If you would like to assist with the cost of printing these publications you may send a contribution at this link.

If you would rather mail a contribution you may send it to the following address
PO BOX 504
Alexander City, AL 35010

**Please note that contributions are not tax deductible at this time. We are in the process of filing for 501c3 status.**

While our main focus is to track marijuana defendants in various Alabama drug court programs we will also be monitoring district courts for judicial misconduct, which I have witnessed a great deal of over the course of the last 5 years. I won't say what I have seen because that would alert the judges who violate the rights of both defendant's and observers every time they hold court and I don't want to warn them. They should already know that the things they are doing are unconstitutional. They are judges, after all. What I will say is that they will soon be receiving a little note in the mail from the Alabama Judicial Inquiry Commission informing them that a complaint has been filed against them for various infractions.
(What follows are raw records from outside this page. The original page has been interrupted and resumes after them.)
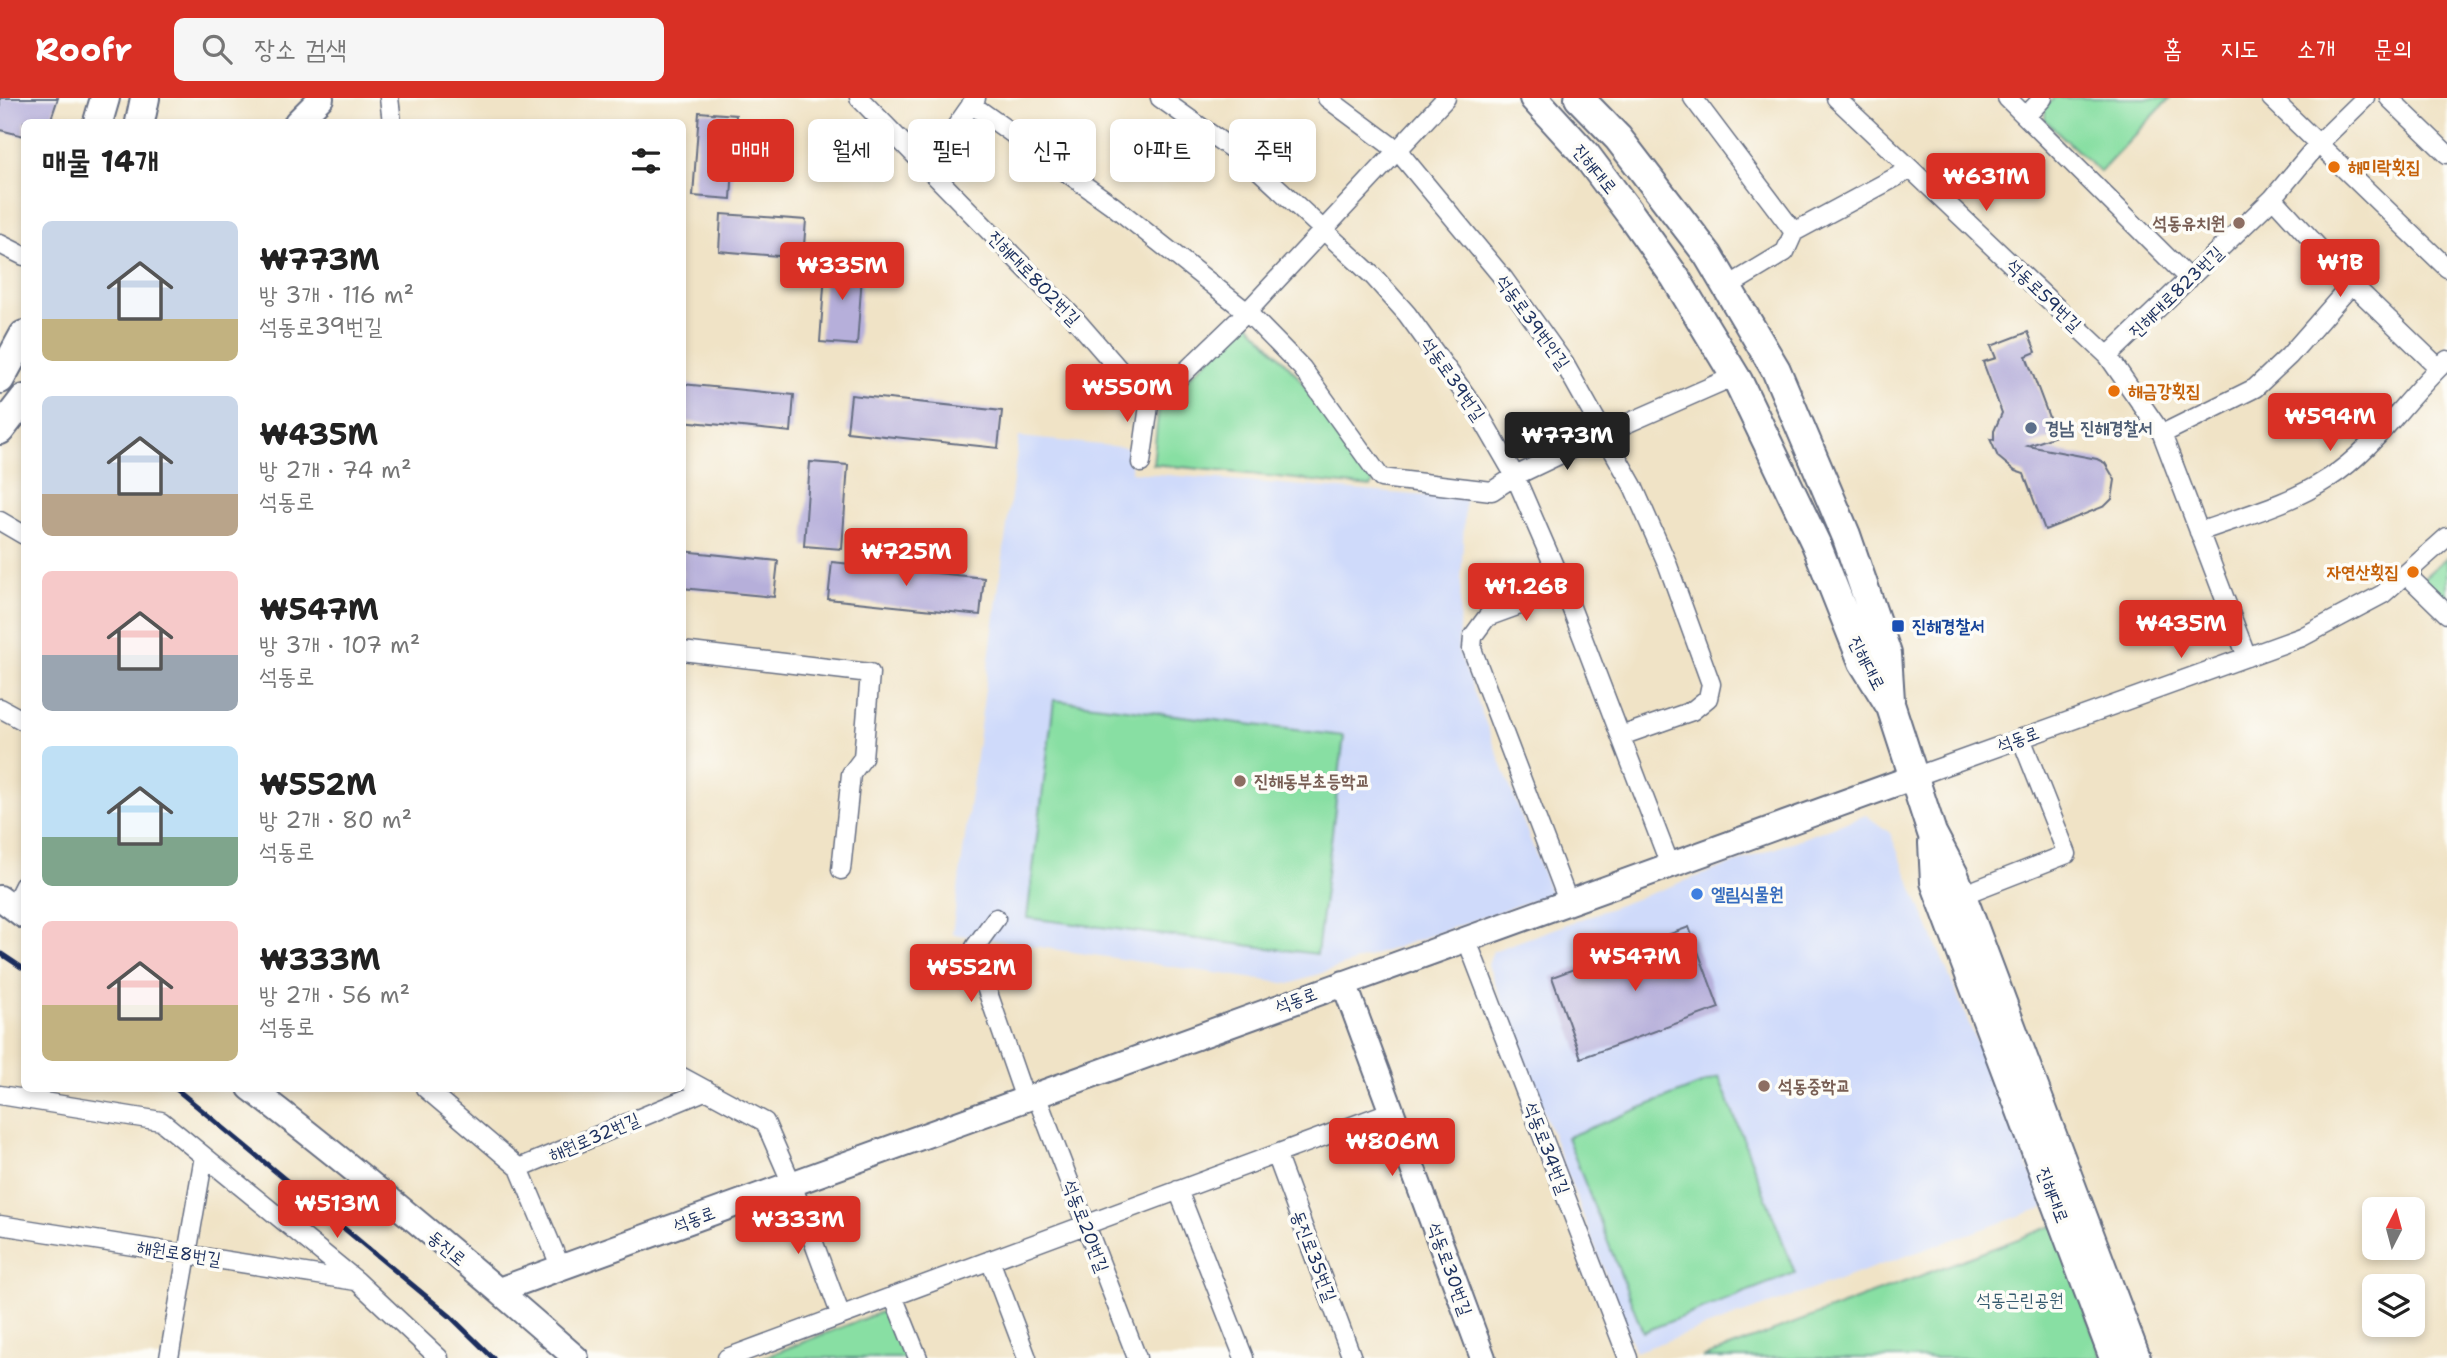 <!DOCTYPE html>
<html lang="ko">
<meta charset="utf-8">
<style>
body{margin:0;font-family:"Shantell Sans","Poor Story",sans-serif;background:#f6f6f6;color:#222;height:100vh;display:flex;flex-direction:column;font-size:26px;white-space:nowrap}
*{box-sizing:border-box;margin:0}
p{font-size:23px;color:#767676}
.icon{flex:none;width:38px;height:38px;fill:none;stroke:currentColor;stroke-width:2;stroke-linecap:round;stroke-linejoin:round}
.map{position:relative;flex:1;overflow:hidden}
.sheet{position:absolute;left:21px;top:21px;width:665px;height:973px;display:flex;flex-direction:column;background:#fff;border-radius:10px;box-shadow:0 4px 10px #0003}
.sheet>*{flex:none}
.banner{position:absolute;left:707px;top:21px;width:665px;height:63px;display:flex;gap:14px}
.needle{width:46px;rotate:6deg}
.controls{position:absolute;left:2362px;top:1099px;display:grid;gap:14px}
.controls a{display:grid;place-items:center;width:63px;height:63px;border-radius:10px;background:#fff;box-shadow:0 4px 10px #0003;font-size:35px}
.price{position:absolute;translate:-50% -60px;padding:0 16px;border-radius:7px;background:#d93025;color:#fff;font-size:23px;line-height:46px;filter:drop-shadow(0 2px 4px #0008)}
.price::after{content:'';position:absolute;left:50%;top:42px;width:21px;height:16px;margin-left:-10px;background:inherit;clip-path:polygon(0 0,100% 0,50% 100%)}
.price.active{background:#222;color:#fff}
ul{padding:0;list-style:none}
li{display:flex;align-items:center;gap:21px;height:175px;padding:0 21px}
li span{display:grid;place-items:center;flex:none;width:196px;height:140px;border-radius:10px;color:#555}
li>.icon{margin-inline-start:auto}
span .icon{width:84px;height:84px;fill:#fffc;stroke-width:1}
li b{font-size:30px}
h2{display:flex;justify-content:space-between;align-items:center;height:84px;padding:0 21px;font-size:30px}
.tag{padding:0 24px;border-radius:10px;background:#fff;box-shadow:0 4px 10px #0003;font-size:24px;line-height:63px}
.tag.active{background:#d93025;color:#fff}
header{display:flex;align-items:center;gap:42px;box-sizing:border-box;height:98px;padding:0 35px;background:#d93025;color:#fff}
header strong{font-size:33px}
nav{display:flex;gap:38px;margin-inline-start:auto;font-size:24px}
.search{width:490px;height:63px;background:#f6f6f6;display:flex;align-items:center;gap:18px;box-sizing:border-box;padding:0 24px;border-radius:10px;color:#767676;font-size:26px}
.map>svg:first-child{display:block}
.built{fill:#cfdafa}
.green{fill:#88dfa3;stroke:#528780;stroke-width:2}
.building{fill:#b6afda}
.lines{fill:none;stroke-linecap:round;stroke-linejoin:round}
.street-casing{stroke:#666e82;stroke-width:21}
.secondary-casing{stroke:#666e82;stroke-width:28}
.primary-casing{stroke:#666e82;stroke-width:32}
.street{stroke:#fff;stroke-width:18}
.secondary{stroke:#fff;stroke-width:24}
.primary{stroke:#fff;stroke-width:28}
.rail{stroke:#1b2f5e;stroke-width:5}
.food-dot{fill:#e8710a;stroke:#fdfcf7;stroke-width:2.5}
.education-dot{fill:#8d6e63;stroke:#fdfcf7;stroke-width:2.5}
.service-dot{fill:#5c6f8a;stroke:#fdfcf7;stroke-width:2.5}
.transit-dot{fill:#1a4fb4;stroke:#fdfcf7;stroke-width:2.5}
.shop-dot{fill:#3f7fe0;stroke:#fdfcf7;stroke-width:2.5}
.labels{text-anchor:middle;stroke-width:7;stroke-linejoin:round;paint-order:stroke}
.food-label{font-size:18px;font-weight:bold;fill:#c56008;stroke:#fdfcf7;text-anchor:start}
.street-label{font-size:18px;fill:#1b2f5e;stroke:#fdfcf7}
.education-label{font-size:18px;font-weight:bold;fill:#785e54;stroke:#fdfcf7;text-anchor:start}
.service-label{font-size:18px;font-weight:bold;fill:#4e5e75;stroke:#fdfcf7;text-anchor:start}
.transit-label{font-size:18px;font-weight:bold;fill:#164399;stroke:#fdfcf7;text-anchor:start}
.shop-label{font-size:18px;font-weight:bold;fill:#366cbe;stroke:#fdfcf7;text-anchor:start}
.park-label{font-size:18px;fill:#365b6f;stroke:#fdfcf7}
</style>
<header>
<strong>Roofr</strong>
<div class="search"><svg class="icon" aria-label="search" viewBox="0 0 24 24"><circle cx="10" cy="10" r="6"/><path d="M15 15l6 6"/></svg>장소 검색</div>
<nav><a>홈</a><a>지도</a><a>소개</a><a>문의</a></nav>
</header>
<div class="map">
<svg width="2447" height="1260" viewBox="0 0 2447 1260">
<rect width="100%" height="100%" fill="#fdfcf7"/>
<filter id="ink" filterUnits="userSpaceOnUse"><feTurbulence type="fractalNoise" baseFrequency=".0143" numOctaves="2"/><feDisplacementMap in="SourceGraphic" scale="14" xChannelSelector="R" yChannelSelector="G"/><feConvolveMatrix kernelMatrix="1 2 1 2 8 2 1 2 1" color-interpolation-filters="sRGB"/></filter>
<filter id="wash" filterUnits="userSpaceOnUse"><feTurbulence type="fractalNoise" baseFrequency=".00686" numOctaves="4" result="noise"/><feDisplacementMap in="SourceGraphic" scale="28" xChannelSelector="R" yChannelSelector="G"/><feGaussianBlur stdDeviation="1.57" result="paint"/><feColorMatrix in="noise" values="0 0 0 0 0 0 0 0 0 0 0 0 0 0 0 0 0 1.4 0 .05"/><feComposite in="paint" operator="in"/></filter>
<g filter="url(#wash)">
<rect width="100%" height="100%" fill="#f0e3c6"/>
<path class="built" d="M1019 339 1132 350 1131 374 1465 401 1458 552 1551 796 1290 886 952 836Z
M1866 717 1890 735 2045 1109 1635 1254 1488 867 1493 853Z"/>
<path class="green" d="M2054 0H2170L2100 74 2045 22V9Z
M1248 224 1296 276 1374 381 1371 389 1153 366 1159 307Z
M2447 459V505L2422 481Z
M1054 602 1344 638 1317 856 1027 820Z
M1719 979 1795 1175 1643 1234 1567 1039Z
M2055 1127 2102 1260H1702Z
M891 1210 910 1260H762Z"/>
<g id="blocks">
<path class="building" d="M0 0H58L50 24H24V38L0 32Z
M699 14 736 17 731 101 693 98Z
M721 116 806 122 803 160 719 153Z
M826 161 863 163 857 247 820 244Z
M2028 234 2036 254 2026 258 2056 338 2028 348 2097 361 2105 365 2115 382 2112 401 2105 408 2045 432 2024 376 2015 373 1998 359 1990 341 1994 342V333L2002 315 1983 264 1996 260 1991 248Z
M682 286 794 297 791 334 682 323Z
M851 297 1002 313 998 350 847 334Z
M810 364 848 367 842 451 804 448Z
M682 453 778 463 774 499 682 490Z
M832 464 984 480 980 517 828 501Z
M1689 829 1719 910 1581 960 1552 879Z"/>
</g>
</g>
<g filter="url(#ink)">
<use href="#blocks" fill-opacity="0" stroke="#666e82" stroke-width="2"/>
<g class="lines">
<g class="street-casing">
<path id="street" d="M389 0 392 24
M859 0 1075 221 1136 291 1164 294 1247 214 1446 0
M1160 0 1250 64 1374 179 1407 216 1478 314 1515 378 1564 491 1670 767
M1327 0 1398 53 1504 181 1564 265 1633 388 1667 465 1711 586 1708 600 1692 613 1621 638
M1693 0 1794 134
M1836 0 2108 258 2162 336 2247 559
M2007 0 2189 181
M2271 0 2447 170
M2389 0 2447 56
M971 6 1112 107 1247 214 1302 270 1381 380 1492 393 1515 378 1603 336 1735 278
M2026 18 2043 0
M927 70 976 0
M2273 100 2352 186 2438 269
M1794 134 1911 71
M0 146 24 158
M1727 189 1785 154 1794 134
M2108 258 2273 100 2318 46 2365 0
M2162 336 2255 290 2289 258 2352 186
M1141 365 1151 293
M0 423 24 437
M2199 434C2243 418 2290 406 2329 380 2375 351 2407 298 2447 262
M2406 476 2447 516
M1564 491 1487 519 1473 538 1472 551 1568 803
M682 553 870 575 863 660 851 676 841 772
M0 610 24 623
M1914 679 2302 539 2383 496 2447 439
M1962 797 2067 756 2021 640
M13 809 24 787
M996 820 975 849 978 866 1025 1001
M1466 840 1628 1260
M682 979 765 1024 792 1086 841 1218
M425 990 519 1070 561 1170
M0 997 161 1023 357 1183 439 1260
M1036 997 1137 1260
M1276 1056 1352 1260
M519 1070 707 992
M1178 1092 1244 1260
M0 1127 356 1183
M990 1162 1027 1260
M893 1198 918 1260
M169 1260 204 1058
M727 1260 1392 1013"/>
</g>
<g class="secondary-casing">
<path id="secondary" d="M297 24 321 0
M0 800 24 818
M1344 885 1483 1260
M250 990C362 1076 470 1167 576 1260
M499 1192 1914 679"/>
</g>
<g class="primary-casing">
<path id="primary" d="M1534 0 1586 57 1631 117 1675 179 1738 283 1816 446 1863 564 1891 609 1932 735 1954 777 2136 1260
M1579 0 1618 40 1708 157 1776 272 1846 437 1887 556 1890 602
M98 24 105 0
M140 24 145 0
M0 281 24 237
M0 332 24 301
M1933 745 1935 784 2114 1260"/>
</g>
<use href="#street" class="street"/>
<use href="#secondary" class="secondary"/>
<use href="#primary" class="primary"/>
<path class="rail" d="M0 855 24 871
M175 990 451 1219 493 1260"/>
</g>
</g>
<g class="food-dot">
<circle cx="2334" cy="69" r="7"/>
<circle cx="2114" cy="293" r="7"/>
<circle cx="2413" cy="474" r="7"/>
</g>
<g class="education-dot">
<circle cx="2239" cy="125" r="7"/>
<circle cx="1240" cy="683" r="7"/>
<circle cx="1764" cy="988" r="7"/>
</g>
<circle class="service-dot" cx="2031" cy="330" r="7"/>
<rect class="transit-dot" x="1891" y="521" width="14" height="14" rx="3.5"/>
<circle class="shop-dot" cx="1697" cy="796" r="7"/>
<g class="labels">
<g class="food-label">
<text x="2348" y="75">해미락횟집</text>
<text x="2128" y="299">해금강횟집</text>
<text x="2399" y="480" text-anchor="end">자연산횟집</text>
</g>
<g class="street-label">
<text transform="translate(1595 71) rotate(51)" y="6">진해대로</text>
<text transform="translate(1034 180) rotate(46)" y="6">진해대로802번길</text>
<text transform="translate(2176 194) rotate(-44)" y="6">진해대로823번길</text>
<text transform="translate(2044 197) rotate(44)" y="6">석동로59번길</text>
<text transform="translate(1533 224) rotate(54)" y="6">석동로39번안길</text>
<text transform="translate(1453 281) rotate(55)" y="6">석동로39번길</text>
<text transform="translate(1867 565) rotate(63)" y="6">진해대로</text>
<text transform="translate(2018 641) rotate(-20)" y="6">석동로</text>
<text transform="translate(1296 902) rotate(-20)" y="6">석동로</text>
<text transform="translate(594 1039) rotate(-23)" y="6">해원로32번길</text>
<text transform="translate(1547 1050) rotate(69)" y="6">석동로34번길</text>
<text transform="translate(2053 1097) rotate(69)" y="6">진해대로</text>
<text transform="translate(694 1121) rotate(-20)" y="6">석동로</text>
<text transform="translate(1086 1128) rotate(69)" y="6">석동로20번길</text>
<text transform="translate(447 1150) rotate(40)" y="6">동진로</text>
<text transform="translate(179 1155) rotate(9)" y="6">해원로8번길</text>
<text transform="translate(1314 1158) rotate(69)" y="6">동진로35번길</text>
<text transform="translate(1450 1171) rotate(70)" y="6">석동로30번길</text>
</g>
<g class="education-label">
<text x="2225" y="131" text-anchor="end">석동유치원</text>
<text x="1254" y="689">진해동부초등학교</text>
<text x="1778" y="994">석동중학교</text>
</g>
<g class="service-label">
<text x="2045" y="336">경남 진해경찰서</text>
</g>
<g class="transit-label">
<text x="1912" y="534">진해경찰서</text>
</g>
<g class="shop-label">
<text x="1711" y="802">엘림식물원</text>
</g>
<g class="park-label">
<text x="2020" y="1208">석동근린공원</text>
</g>
</g>
</svg>
<div class="controls">
<a><svg class="needle" viewBox="-14 -14 28 28"><path d="M0-13l5 13h-10z" fill="#e53935"/><path d="M0 13l5-13h-10z" fill="#767676"/></svg></a>
<a><svg class="icon" aria-label="layers" viewBox="0 0 24 24"><path d="M12 4l9 5-9 5-9-5zM3 14l9 5 9-5"/></svg></a>
</div>
<b class="price" style="left:1986px;top:115px">₩631M</b>
<b class="price" style="left:2340px;top:201px">₩1B</b>
<b class="price" style="left:842px;top:204px">₩335M</b>
<b class="price" style="left:1127px;top:326px">₩550M</b>
<b class="price" style="left:2330px;top:355px">₩594M</b>
<b class="price active" style="left:1567px;top:374px">₩773M</b>
<b class="price" style="left:906px;top:490px">₩725M</b>
<b class="price" style="left:1526px;top:525px">₩1.26B</b>
<b class="price" style="left:2181px;top:562px">₩435M</b>
<b class="price" style="left:1635px;top:895px">₩547M</b>
<b class="price" style="left:971px;top:906px">₩552M</b>
<b class="price" style="left:1392px;top:1080px">₩806M</b>
<b class="price" style="left:337px;top:1142px">₩513M</b>
<b class="price" style="left:798px;top:1158px">₩333M</b>
<div class="banner">
<a class="tag active">매매</a>
<a class="tag">월세</a>
<a class="tag">필터</a>
<a class="tag">신규</a>
<a class="tag">아파트</a>
<a class="tag">주택</a>
</div>
<section class="sheet">
<h2>매물 14개<svg class="icon" aria-label="filters" viewBox="0 0 24 24"><path d="M4 7h16M4 17h16"/><circle cx="9" cy="7" r="2"/><circle cx="15" cy="17" r="2"/></svg></h2>
<ul>
<li><span style="background:linear-gradient(#c9d6e8 70%,#c2b280 0)"><svg class="icon" aria-label="home" viewBox="0 0 24 24"><path d="M3 11l9-7 9 7M6 9v11h12V9"/></svg></span><div><b>₩773M</b><p>방 3개 · 116 m²</p><p>석동로39번길</p></div></li>
<li><span style="background:linear-gradient(#c9d6e8 70%,#b9a48a 0)"><svg class="icon" aria-label="home" viewBox="0 0 24 24"><path d="M3 11l9-7 9 7M6 9v11h12V9"/></svg></span><div><b>₩435M</b><p>방 2개 · 74 m²</p><p>석동로</p></div></li>
<li><span style="background:linear-gradient(#f6c9c9 60%,#9aa5b1 0)"><svg class="icon" aria-label="home" viewBox="0 0 24 24"><path d="M3 11l9-7 9 7M6 9v11h12V9"/></svg></span><div><b>₩547M</b><p>방 3개 · 107 m²</p><p>석동로</p></div></li>
<li><span style="background:linear-gradient(#bfe0f5 65%,#7fa58c 0)"><svg class="icon" aria-label="home" viewBox="0 0 24 24"><path d="M3 11l9-7 9 7M6 9v11h12V9"/></svg></span><div><b>₩552M</b><p>방 2개 · 80 m²</p><p>석동로</p></div></li>
<li><span style="background:linear-gradient(#f6c9c9 60%,#c2b280 0)"><svg class="icon" aria-label="home" viewBox="0 0 24 24"><path d="M3 11l9-7 9 7M6 9v11h12V9"/></svg></span><div><b>₩333M</b><p>방 2개 · 56 m²</p><p>석동로</p></div></li>
</ul>
</section>
</div>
If you would like to be a volunteer court watcher in your area of the state, have been through an Alabama drug court and would like to share your story, or would like to assist this project in some other way please email me to discuss further.

I'll see you in court..

Loretta Nall
Executive Director
Alabama Court Watch (website coming soon)


alapoet said...

I think the Court Watch is a great idea!

Don said...

I'm glad to see that you feel you can say goodbye to Wally-world and devote your attention to other matters.